NOUVELLES
07/08/2015 09:20 EDT | Actualisé 07/08/2016 01:12 EDT

La Birmanie rejoint l'Organisation pour l'interdiction des armes chimiques

La Birmanie a rejoint l'Organisation pour l'interdiction des armes chimiques (OIAC), a annoncé vendredi cet organisme basé à La Haye, alors que le pays d'Asie du sud-est a été accusé à plusieurs reprises de produire ou d'utiliser de telles armes.

"La Birmanie est devenue aujourd'hui le 191e Etat partie à la Convention sur l'interdiction des armes chimiques (CIAC)", a indiqué l'OIAC, basé aux Pays-Bas, dans un communiqué.
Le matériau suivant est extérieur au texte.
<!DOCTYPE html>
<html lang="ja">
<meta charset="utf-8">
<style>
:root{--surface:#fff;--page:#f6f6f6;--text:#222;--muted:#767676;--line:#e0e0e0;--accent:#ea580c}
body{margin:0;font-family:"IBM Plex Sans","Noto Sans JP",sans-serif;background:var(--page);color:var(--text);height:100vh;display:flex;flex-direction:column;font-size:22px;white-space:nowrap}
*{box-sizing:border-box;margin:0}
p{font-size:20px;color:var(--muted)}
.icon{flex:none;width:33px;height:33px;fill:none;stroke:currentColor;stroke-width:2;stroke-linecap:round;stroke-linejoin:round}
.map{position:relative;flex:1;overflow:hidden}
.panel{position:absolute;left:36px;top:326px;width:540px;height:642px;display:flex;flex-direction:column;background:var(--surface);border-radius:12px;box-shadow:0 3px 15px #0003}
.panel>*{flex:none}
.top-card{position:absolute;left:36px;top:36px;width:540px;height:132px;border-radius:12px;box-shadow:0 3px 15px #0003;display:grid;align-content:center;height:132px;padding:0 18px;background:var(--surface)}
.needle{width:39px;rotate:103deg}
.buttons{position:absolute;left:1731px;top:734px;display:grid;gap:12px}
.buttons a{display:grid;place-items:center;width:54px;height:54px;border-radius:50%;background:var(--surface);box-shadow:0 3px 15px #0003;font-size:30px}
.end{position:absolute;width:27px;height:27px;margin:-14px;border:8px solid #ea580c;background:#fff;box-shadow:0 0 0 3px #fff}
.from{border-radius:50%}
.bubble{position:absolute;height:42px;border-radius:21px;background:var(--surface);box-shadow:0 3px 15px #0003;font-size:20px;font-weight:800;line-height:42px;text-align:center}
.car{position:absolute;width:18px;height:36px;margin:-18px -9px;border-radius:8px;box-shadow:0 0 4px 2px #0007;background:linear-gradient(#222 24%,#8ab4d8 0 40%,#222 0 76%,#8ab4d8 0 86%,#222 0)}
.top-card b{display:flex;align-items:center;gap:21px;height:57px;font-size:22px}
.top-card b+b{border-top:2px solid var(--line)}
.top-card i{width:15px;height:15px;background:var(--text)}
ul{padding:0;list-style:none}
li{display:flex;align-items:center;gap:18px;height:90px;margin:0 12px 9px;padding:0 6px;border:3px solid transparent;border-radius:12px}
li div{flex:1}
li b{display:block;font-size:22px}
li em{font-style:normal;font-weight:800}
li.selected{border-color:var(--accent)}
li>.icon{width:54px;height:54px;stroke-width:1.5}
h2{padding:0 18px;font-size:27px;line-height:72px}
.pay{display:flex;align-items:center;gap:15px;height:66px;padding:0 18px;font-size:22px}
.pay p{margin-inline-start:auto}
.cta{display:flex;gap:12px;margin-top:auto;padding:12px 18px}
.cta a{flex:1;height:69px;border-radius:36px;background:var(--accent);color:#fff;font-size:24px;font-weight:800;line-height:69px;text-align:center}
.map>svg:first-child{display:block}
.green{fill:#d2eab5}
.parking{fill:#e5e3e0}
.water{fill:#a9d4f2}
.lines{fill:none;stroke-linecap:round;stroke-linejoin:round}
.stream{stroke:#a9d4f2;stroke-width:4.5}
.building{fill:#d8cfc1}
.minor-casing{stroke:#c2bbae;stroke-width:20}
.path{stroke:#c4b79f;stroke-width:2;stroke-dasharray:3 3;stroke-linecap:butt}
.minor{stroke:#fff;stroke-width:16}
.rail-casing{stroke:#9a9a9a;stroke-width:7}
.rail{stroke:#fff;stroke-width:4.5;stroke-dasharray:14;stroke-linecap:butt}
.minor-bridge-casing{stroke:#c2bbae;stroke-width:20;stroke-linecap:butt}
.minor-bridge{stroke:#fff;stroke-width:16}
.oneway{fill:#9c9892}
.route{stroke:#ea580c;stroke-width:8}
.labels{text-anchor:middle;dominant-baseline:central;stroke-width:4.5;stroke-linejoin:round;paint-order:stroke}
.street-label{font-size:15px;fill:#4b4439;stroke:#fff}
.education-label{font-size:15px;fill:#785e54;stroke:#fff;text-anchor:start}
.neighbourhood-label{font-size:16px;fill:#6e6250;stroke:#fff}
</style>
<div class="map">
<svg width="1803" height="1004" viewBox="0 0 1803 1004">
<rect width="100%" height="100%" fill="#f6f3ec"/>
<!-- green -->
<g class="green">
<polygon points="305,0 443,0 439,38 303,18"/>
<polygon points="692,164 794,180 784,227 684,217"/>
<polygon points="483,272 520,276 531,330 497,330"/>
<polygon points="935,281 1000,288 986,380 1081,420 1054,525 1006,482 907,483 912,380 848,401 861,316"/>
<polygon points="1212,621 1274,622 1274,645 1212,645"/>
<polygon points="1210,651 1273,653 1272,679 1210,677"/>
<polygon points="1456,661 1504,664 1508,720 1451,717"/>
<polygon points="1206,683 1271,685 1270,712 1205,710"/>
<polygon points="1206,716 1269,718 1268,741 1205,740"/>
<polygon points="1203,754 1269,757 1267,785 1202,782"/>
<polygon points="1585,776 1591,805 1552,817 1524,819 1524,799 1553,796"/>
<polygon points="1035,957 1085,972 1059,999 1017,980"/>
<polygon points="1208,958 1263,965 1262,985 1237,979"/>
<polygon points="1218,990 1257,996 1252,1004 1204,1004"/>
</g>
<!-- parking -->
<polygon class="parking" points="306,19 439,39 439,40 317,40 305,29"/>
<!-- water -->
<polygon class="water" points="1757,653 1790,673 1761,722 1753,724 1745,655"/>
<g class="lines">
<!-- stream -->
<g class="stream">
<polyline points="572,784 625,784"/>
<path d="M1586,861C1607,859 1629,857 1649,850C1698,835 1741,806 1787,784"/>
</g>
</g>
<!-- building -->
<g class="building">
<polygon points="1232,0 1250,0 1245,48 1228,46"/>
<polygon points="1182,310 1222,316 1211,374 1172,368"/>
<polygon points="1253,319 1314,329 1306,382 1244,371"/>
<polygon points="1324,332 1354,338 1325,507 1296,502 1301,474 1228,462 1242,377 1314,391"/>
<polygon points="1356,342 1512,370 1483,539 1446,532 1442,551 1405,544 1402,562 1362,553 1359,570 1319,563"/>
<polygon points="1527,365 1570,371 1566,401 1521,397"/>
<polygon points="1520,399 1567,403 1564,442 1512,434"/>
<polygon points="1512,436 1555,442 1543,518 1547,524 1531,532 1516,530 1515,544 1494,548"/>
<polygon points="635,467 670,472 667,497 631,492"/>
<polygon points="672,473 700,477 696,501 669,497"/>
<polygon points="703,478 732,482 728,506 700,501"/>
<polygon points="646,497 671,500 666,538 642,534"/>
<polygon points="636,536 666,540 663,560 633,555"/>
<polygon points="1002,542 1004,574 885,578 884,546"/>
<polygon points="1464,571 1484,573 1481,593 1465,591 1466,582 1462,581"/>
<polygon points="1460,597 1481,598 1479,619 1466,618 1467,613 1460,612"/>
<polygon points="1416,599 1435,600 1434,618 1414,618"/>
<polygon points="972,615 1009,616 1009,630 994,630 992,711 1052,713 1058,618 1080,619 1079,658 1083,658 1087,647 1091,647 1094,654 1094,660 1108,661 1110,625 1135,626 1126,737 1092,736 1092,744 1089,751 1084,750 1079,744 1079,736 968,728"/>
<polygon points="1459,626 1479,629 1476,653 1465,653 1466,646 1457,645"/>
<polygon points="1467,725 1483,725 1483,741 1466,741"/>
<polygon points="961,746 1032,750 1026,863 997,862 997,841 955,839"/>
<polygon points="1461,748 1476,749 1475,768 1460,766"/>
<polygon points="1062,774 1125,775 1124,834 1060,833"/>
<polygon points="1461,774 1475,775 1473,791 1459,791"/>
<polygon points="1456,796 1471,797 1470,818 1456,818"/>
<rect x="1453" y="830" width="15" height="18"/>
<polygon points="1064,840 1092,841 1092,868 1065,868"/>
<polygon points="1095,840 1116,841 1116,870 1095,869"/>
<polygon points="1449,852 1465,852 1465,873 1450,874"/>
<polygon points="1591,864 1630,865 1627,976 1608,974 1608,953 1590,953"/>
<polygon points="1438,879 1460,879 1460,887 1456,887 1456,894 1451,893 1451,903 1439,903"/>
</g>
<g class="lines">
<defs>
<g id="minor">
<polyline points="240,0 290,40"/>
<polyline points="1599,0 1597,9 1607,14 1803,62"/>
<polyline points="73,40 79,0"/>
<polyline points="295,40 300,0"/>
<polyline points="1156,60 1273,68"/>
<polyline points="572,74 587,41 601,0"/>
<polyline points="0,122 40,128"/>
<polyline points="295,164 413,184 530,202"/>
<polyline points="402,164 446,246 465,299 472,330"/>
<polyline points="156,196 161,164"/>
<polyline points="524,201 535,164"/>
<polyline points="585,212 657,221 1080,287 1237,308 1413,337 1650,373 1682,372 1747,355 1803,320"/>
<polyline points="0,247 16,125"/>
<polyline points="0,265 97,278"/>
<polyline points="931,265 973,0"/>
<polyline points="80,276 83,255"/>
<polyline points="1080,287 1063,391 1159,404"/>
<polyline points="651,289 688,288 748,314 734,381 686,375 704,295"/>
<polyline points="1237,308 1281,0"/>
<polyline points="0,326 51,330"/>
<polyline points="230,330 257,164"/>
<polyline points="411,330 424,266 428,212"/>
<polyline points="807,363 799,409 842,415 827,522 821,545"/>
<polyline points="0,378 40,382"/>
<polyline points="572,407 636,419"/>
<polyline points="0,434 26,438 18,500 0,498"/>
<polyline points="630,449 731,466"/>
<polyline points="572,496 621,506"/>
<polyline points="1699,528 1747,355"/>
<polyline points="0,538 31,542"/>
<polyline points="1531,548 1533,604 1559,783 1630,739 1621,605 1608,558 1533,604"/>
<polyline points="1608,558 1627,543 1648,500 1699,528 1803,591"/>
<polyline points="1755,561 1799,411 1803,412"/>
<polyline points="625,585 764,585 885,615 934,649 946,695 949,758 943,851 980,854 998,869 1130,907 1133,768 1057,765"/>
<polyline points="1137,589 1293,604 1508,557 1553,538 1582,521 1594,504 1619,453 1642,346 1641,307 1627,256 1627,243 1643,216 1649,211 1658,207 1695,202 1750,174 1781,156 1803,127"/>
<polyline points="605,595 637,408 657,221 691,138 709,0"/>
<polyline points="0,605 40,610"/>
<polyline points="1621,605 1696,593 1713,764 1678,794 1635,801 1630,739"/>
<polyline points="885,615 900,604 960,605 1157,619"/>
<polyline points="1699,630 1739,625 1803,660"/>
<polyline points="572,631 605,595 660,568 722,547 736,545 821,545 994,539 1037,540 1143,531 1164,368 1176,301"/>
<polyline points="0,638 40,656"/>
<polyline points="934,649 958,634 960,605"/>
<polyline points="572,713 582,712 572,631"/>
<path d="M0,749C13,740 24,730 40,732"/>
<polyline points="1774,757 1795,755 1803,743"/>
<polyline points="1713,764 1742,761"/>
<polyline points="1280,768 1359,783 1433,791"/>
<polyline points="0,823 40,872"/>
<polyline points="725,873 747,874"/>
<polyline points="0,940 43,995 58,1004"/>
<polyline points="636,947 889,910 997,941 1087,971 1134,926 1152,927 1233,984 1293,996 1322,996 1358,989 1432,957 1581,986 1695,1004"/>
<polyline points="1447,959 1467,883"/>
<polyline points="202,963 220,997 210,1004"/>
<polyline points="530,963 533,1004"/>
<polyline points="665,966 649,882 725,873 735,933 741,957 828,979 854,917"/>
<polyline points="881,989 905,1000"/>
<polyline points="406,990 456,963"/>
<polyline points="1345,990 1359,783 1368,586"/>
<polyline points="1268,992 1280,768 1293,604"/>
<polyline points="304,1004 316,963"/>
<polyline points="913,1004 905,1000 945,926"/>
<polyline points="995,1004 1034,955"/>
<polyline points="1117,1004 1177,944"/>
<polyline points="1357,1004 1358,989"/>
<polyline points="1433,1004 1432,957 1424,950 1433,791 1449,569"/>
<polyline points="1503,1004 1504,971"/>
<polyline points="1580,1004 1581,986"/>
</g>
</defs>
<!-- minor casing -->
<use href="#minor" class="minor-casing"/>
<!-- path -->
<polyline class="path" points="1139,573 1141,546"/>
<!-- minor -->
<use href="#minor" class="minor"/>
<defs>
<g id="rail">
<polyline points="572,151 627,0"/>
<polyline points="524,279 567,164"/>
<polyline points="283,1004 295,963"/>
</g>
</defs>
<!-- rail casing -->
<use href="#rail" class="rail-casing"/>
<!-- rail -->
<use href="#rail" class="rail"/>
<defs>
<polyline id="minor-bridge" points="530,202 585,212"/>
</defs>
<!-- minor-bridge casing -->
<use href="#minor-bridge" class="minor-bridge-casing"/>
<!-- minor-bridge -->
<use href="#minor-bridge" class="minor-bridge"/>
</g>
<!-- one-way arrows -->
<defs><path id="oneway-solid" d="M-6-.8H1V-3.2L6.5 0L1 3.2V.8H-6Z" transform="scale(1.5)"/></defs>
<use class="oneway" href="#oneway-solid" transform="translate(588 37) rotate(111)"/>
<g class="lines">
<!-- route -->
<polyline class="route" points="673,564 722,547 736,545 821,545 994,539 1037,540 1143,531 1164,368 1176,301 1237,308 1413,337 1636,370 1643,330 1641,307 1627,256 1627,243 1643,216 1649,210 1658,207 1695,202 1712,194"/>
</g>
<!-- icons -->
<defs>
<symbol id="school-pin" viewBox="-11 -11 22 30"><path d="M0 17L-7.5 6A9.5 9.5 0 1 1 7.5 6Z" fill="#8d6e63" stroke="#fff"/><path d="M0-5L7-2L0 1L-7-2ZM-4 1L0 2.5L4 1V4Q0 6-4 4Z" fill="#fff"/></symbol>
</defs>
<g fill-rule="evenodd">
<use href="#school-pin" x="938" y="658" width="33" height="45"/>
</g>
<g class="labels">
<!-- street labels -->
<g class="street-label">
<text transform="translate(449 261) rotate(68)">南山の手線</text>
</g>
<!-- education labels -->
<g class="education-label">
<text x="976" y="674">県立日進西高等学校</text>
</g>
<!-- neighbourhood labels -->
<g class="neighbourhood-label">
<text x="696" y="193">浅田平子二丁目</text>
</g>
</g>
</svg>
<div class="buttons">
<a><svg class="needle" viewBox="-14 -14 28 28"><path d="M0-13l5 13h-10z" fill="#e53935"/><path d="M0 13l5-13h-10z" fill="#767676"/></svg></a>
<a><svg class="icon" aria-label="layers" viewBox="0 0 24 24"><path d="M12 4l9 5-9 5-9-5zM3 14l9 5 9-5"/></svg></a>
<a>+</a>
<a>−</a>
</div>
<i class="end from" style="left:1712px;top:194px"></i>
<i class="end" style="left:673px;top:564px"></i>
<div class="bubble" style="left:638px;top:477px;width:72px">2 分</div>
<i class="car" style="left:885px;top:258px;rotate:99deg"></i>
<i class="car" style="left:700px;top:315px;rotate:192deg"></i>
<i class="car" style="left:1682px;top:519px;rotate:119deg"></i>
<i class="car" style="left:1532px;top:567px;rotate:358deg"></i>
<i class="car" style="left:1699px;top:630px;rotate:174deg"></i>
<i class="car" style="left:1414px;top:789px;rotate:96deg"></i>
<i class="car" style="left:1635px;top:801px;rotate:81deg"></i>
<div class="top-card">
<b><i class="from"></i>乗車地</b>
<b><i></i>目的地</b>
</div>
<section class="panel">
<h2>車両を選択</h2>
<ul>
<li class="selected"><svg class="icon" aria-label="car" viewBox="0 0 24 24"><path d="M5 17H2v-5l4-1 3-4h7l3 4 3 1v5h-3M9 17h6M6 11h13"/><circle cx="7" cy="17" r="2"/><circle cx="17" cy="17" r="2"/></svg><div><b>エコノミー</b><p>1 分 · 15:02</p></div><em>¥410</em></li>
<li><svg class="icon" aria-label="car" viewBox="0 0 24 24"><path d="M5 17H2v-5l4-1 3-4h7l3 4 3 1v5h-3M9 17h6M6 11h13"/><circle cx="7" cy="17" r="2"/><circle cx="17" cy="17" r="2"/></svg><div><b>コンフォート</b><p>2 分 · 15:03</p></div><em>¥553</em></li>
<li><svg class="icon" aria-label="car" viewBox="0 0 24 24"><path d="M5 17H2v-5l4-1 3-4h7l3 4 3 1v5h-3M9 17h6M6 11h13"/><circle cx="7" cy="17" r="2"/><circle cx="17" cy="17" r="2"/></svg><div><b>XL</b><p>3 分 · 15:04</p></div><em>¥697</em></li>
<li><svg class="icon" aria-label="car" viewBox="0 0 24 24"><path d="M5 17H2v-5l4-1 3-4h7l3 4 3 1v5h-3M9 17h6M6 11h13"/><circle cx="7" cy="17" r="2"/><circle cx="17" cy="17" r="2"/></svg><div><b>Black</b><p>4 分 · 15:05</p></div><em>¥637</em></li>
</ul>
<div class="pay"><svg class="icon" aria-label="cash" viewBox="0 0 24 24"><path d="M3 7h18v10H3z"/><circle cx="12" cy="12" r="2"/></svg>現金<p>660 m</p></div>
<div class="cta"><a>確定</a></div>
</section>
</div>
Les Etats membres de l'OIAC s'engagent notamment à ne pas fabriquer, stocker ou utiliser d'armes chimiques, et peuvent faire l'objet d'inspections de sites douteux avec un rapide préavis.

La Birmanie a déposé son instrument de ratification le 8 juillet auprès de l'OIAC et, selon les règles de l'organisation, la convention entre en vigueur 30 jours plus tard, donc vendredi. Le pays avait signé la CIAC dès la création de cette dernière, en 1993, mais ne l'avait pas encore ratifiée.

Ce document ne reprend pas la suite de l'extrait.